Not surprisingly, the essay “Are Mormon’s Christian?” affirms the Church’s Christian status as a restoration of early Christianity. “Christians have vigorously disagreed about virtually every issue of theology and practice through the centuries,” the essay declares, “leading to the creation of a multitude of Christian denominations. Although the doctrine of The Church of Jesus Christ of Latter-day Saints differs from that of the many creedal Christian churches, it is consistent with early Christianity.” But is it fully, particularly with regard to women’s ecclesiastical authority?
Scholars, historians and, yes, even leaders of other patriarchal religious traditions are increasingly uncovering evidence of women’s expanded authority in early Christianity. Karen Torjesen, Margo L. Goldsmith Chair of Women’s Studies in Religion at Claremont Graduate University and author of When Women Were Priests: Women’s Leadership in the Early Church and the Scandal of their Subordination in the Rise of Christianity, talks about her work in an interview with the Berkeley Center for Religion, Peace, and World Affairs:
When I came back to the United States from Germany, it was 1982, and the women’s ordination movement was in full cry. Those who were arguing against ordination of women were arguing on the basis of tradition and the precedents and teachings of the early church fathers. Those fathers were the very people I had studied …
So I started writing a paper that included an analysis of gender, based on my work. I found myself thrust into the fray of the women’s ordination debates. I gave a first paper at the Academy of Religion meeting in San Francisco. It was a critique of the analysis of the church fathers. But my approach was to read the history as a historian, rather than prescriptively, as others were doing. In looking at the heated debates as a historian, it was eminently clear that because there were fierce debates around the roles of women in the early church, women were obviously doing the things that the church fathers were denying; otherwise there would not have been debate. Reading it all as a historian it was very clear that women in fact were doing many things in the church: baptizing and so forth.
So I changed focus and began to work on a book on the topic. … I found myself doing research and working with women’s groups. I began to see the power of this kind of research …

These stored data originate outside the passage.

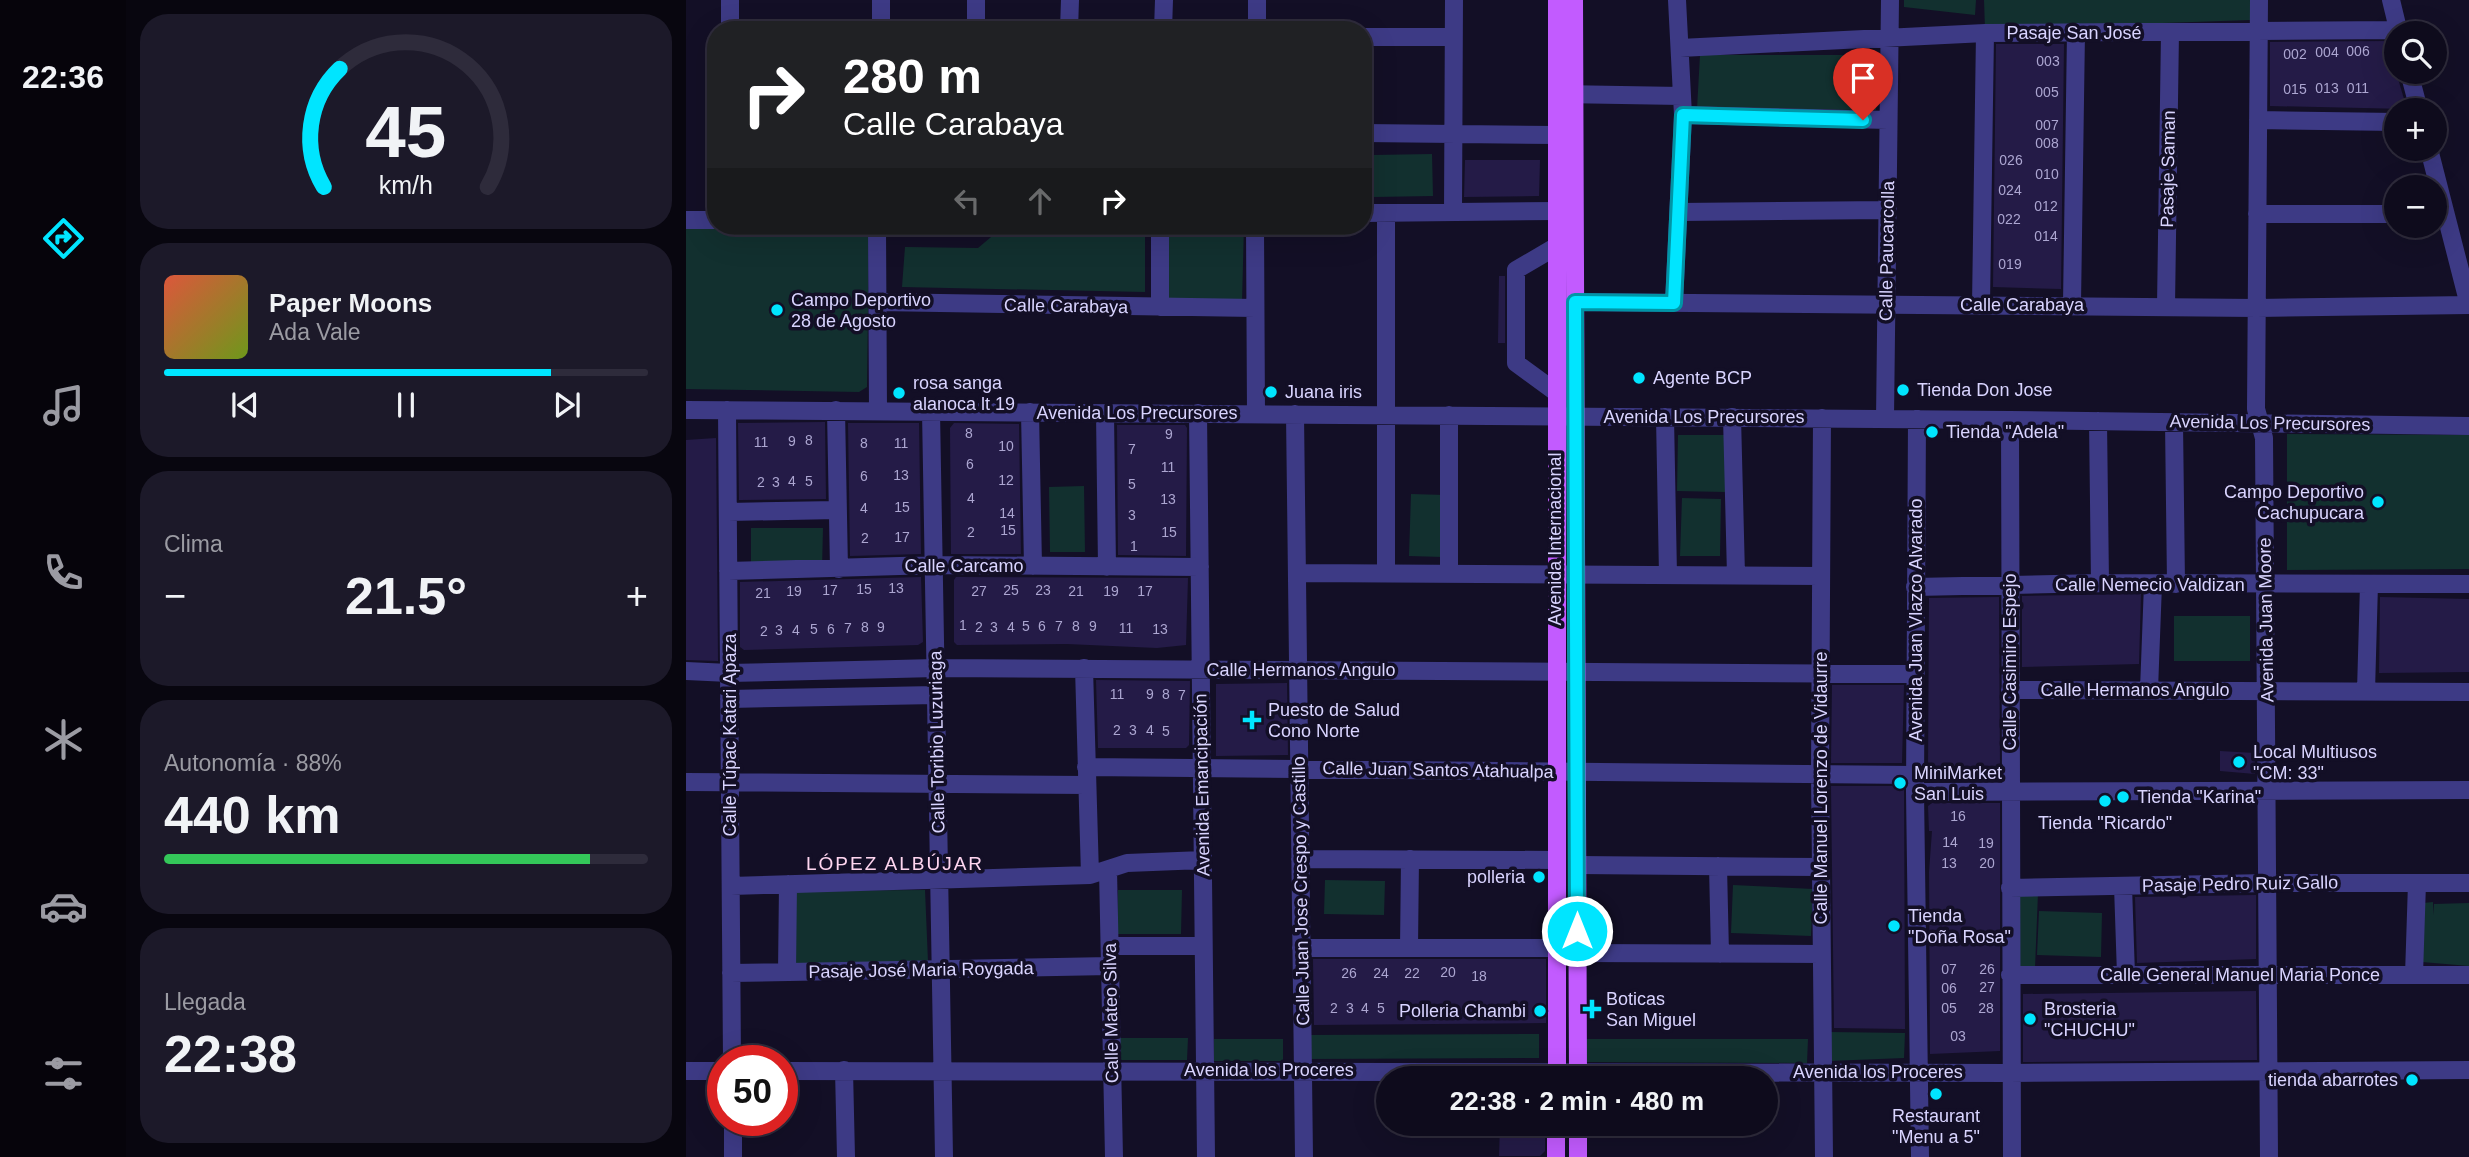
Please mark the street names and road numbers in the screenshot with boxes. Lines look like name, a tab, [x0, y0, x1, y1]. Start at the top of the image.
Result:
street label: Pasaje San José	[2006, 23, 2142, 43]
street label: Pasaje Saman	[2157, 110, 2179, 228]
street label: Calle Paucarcolla	[1876, 180, 1898, 321]
street label: Calle Carabaya	[1004, 295, 1129, 317]
street label: Calle Carabaya	[1960, 295, 2085, 315]
street label: Avenida Los Precursores	[1037, 403, 1237, 423]
street label: Avenida Los Precursores	[1604, 407, 1804, 427]
street label: Avenida Los Precursores	[2169, 411, 2371, 435]
street label: Avenida Internacional	[1545, 453, 1565, 625]
street label: Avenida Juan Vlazco Alvarado	[1906, 499, 1926, 741]
street label: Avenida Juan Moore	[2255, 537, 2277, 703]
street label: Calle Carcamo	[904, 556, 1024, 576]
street label: Calle Casimiro Espejo	[2000, 573, 2020, 751]
street label: Calle Nemecio Valdizan	[2055, 575, 2245, 595]
street label: Calle Túpac Katari Apaza	[720, 633, 740, 836]
street label: Calle Toribio Luzuriaga	[925, 649, 949, 834]
street label: Calle Manuel Lorenzo de Vidaurre	[1811, 652, 1831, 924]
street label: Calle Hermanos Angulo	[1206, 660, 1396, 680]
street label: Calle Hermanos Angulo	[2040, 680, 2230, 700]
street label: Avenida Emancipación	[1190, 693, 1214, 877]
street label: Calle Juan Jose Crespo y Castillo	[1289, 756, 1313, 1026]
street label: Calle Juan Santos Atahualpa	[1322, 758, 1555, 782]
street label: Pasaje Pedro Ruiz Gallo	[2142, 872, 2338, 896]
street label: Calle Mateo Silva	[1100, 942, 1122, 1083]
street label: Pasaje José Maria Roygada	[808, 958, 1035, 982]
street label: Calle General Manuel Maria Ponce	[2100, 965, 2380, 985]
street label: Avenida los Proceres	[1184, 1060, 1354, 1080]
street label: Avenida los Proceres	[1793, 1062, 1963, 1082]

So the book emerged, When Women Were Priests. It was about the women who did hold church office in the early church, and the gradual eclipse of their roles, and of women’s space, as public space took on a far greater role and women were relegated to the private space, around the late third century.

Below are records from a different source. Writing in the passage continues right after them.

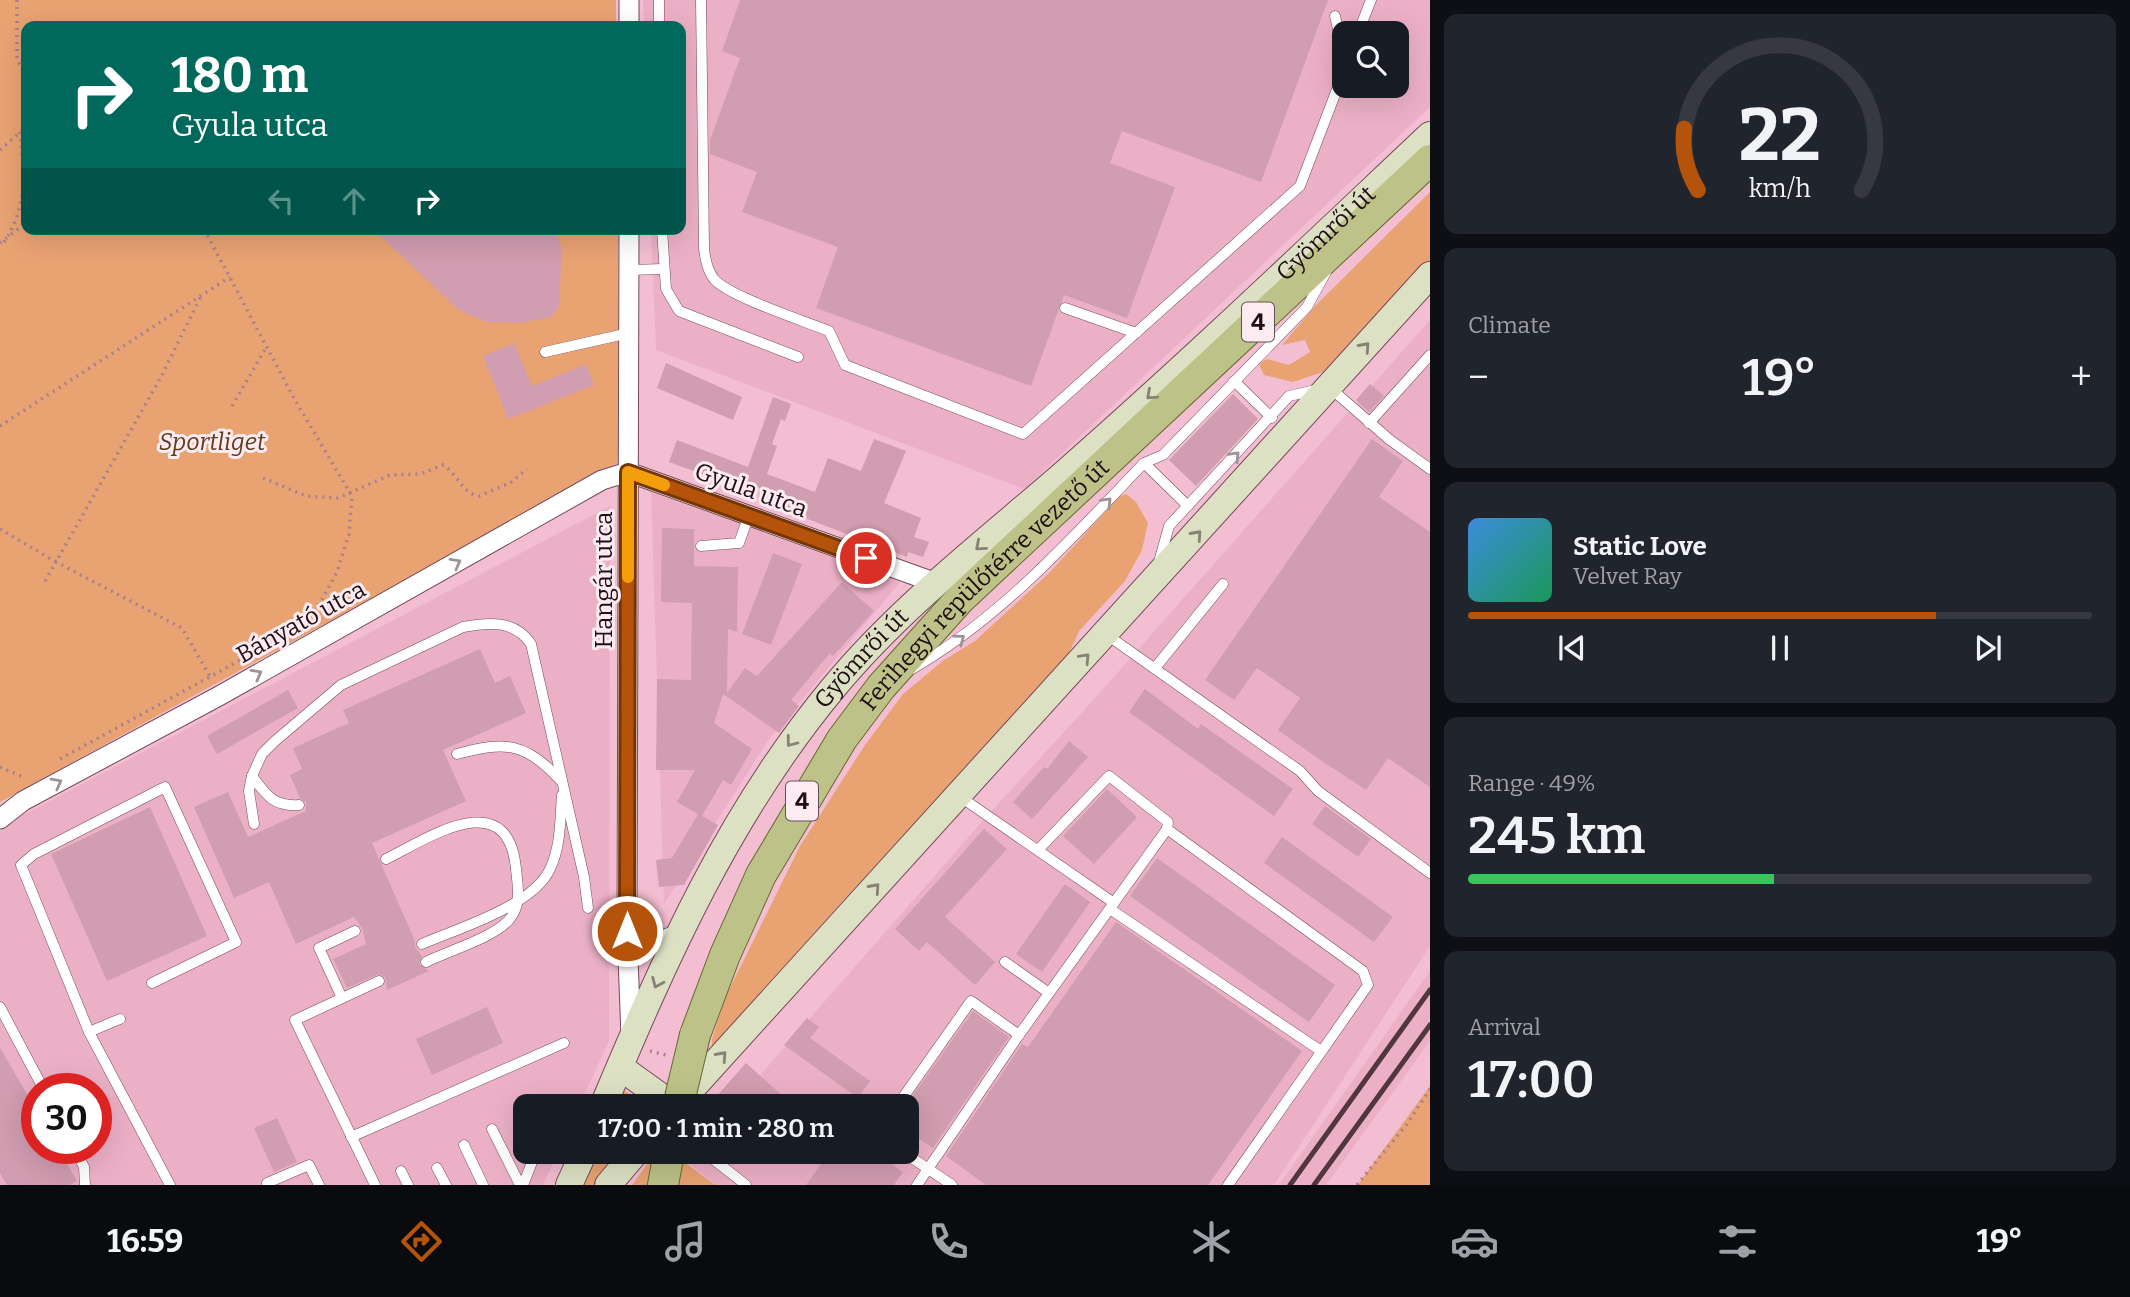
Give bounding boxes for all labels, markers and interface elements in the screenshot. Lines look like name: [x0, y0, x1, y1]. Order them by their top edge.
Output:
map controls: [1332, 21, 1409, 98]
button: search: [1332, 21, 1409, 98]
text: 180 m: [171, 46, 308, 105]
icon: right: [56, 49, 147, 140]
text: 22: [1739, 92, 1821, 179]
text: Gyula utca: [171, 106, 328, 144]
text: km/h: [1749, 174, 1811, 204]
street label: Gyömrői út: [1271, 180, 1381, 286]
icon: left: [262, 182, 300, 220]
icon: ahead: [335, 182, 373, 220]
icon: right: [408, 182, 446, 220]
road number: 4: [1242, 302, 1274, 342]
text: Climate: [1468, 311, 1551, 339]
one-way arrow: [1357, 342, 1369, 355]
text: 19°: [1742, 346, 1817, 409]
text: −: [1468, 354, 1489, 400]
text: +: [2070, 354, 2092, 400]
one-way arrow: [1146, 387, 1159, 400]
park label: Sportliget: [159, 428, 266, 456]
one-way arrow: [1227, 451, 1240, 464]
street label: Ferihegyi repülőtérre vezető út: [854, 453, 1115, 716]
street label: Gyula utca: [691, 457, 811, 523]
one-way arrow: [1098, 497, 1111, 510]
street label: Hangár utca: [590, 512, 618, 648]
pin: [836, 528, 896, 588]
one-way arrow: [1189, 530, 1201, 543]
text: Static Love: [1573, 531, 1707, 562]
one-way arrow: [975, 538, 988, 550]
icon: arrive: [847, 539, 885, 577]
one-way arrow: [448, 558, 461, 571]
text: Velvet Ray: [1573, 562, 1682, 590]
street label: Bányató utca: [232, 575, 370, 669]
street label: Gyömrői út: [808, 602, 914, 714]
icon: previous: [1553, 629, 1591, 667]
icon: pause: [1761, 629, 1799, 667]
icon: next: [1969, 629, 2007, 667]
one-way arrow: [952, 635, 965, 647]
one-way arrow: [1077, 653, 1089, 666]
one-way arrow: [250, 669, 263, 682]
one-way arrow: [787, 734, 800, 747]
text: Range · 49%: [1468, 769, 1595, 797]
one-way arrow: [50, 778, 63, 791]
road number: 4: [786, 782, 818, 820]
text: 245 km: [1468, 804, 1645, 867]
one-way arrow: [867, 883, 880, 896]
position arrow: [590, 894, 664, 968]
one-way arrow: [651, 976, 665, 988]
text: Arrival: [1468, 1013, 1541, 1041]
text: 17:00: [1468, 1048, 1595, 1111]
one-way arrow: [714, 1051, 726, 1064]
speed limit sign: 30: [21, 1073, 112, 1164]
text: 17:00 · 1 min · 280 m: [598, 1113, 834, 1144]
icon: directions: [397, 1217, 446, 1266]
icon: music: [661, 1217, 710, 1266]
icon: phone: [924, 1217, 973, 1266]
icon: climate: [1187, 1217, 1236, 1266]
icon: car: [1450, 1217, 1499, 1266]
icon: filters: [1713, 1217, 1762, 1266]
text: 16:59: [107, 1222, 183, 1260]
text: 19°: [1976, 1222, 2023, 1260]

As Torjesen suggests, the earliest Christian communities met in homes, where women often led congregations. It was only when Christianity left the domestic sphere and entered the public sphere—which at that time was by definition and tradition male—that Christian women lost ecclesiastical power. Further, since many scholars, including Torjesen and a growing number of Mormon academics, point out that even Biblical texts refer to women with ecclesiastical authority, such as deacons and apostles (see Romans 16 NRSV), shouldn’t we as a Church, in a spirit of openness, reconsider whether Mormonism is “consistent with early Christianity” without women’s ordination? Given the evidence, how can we not?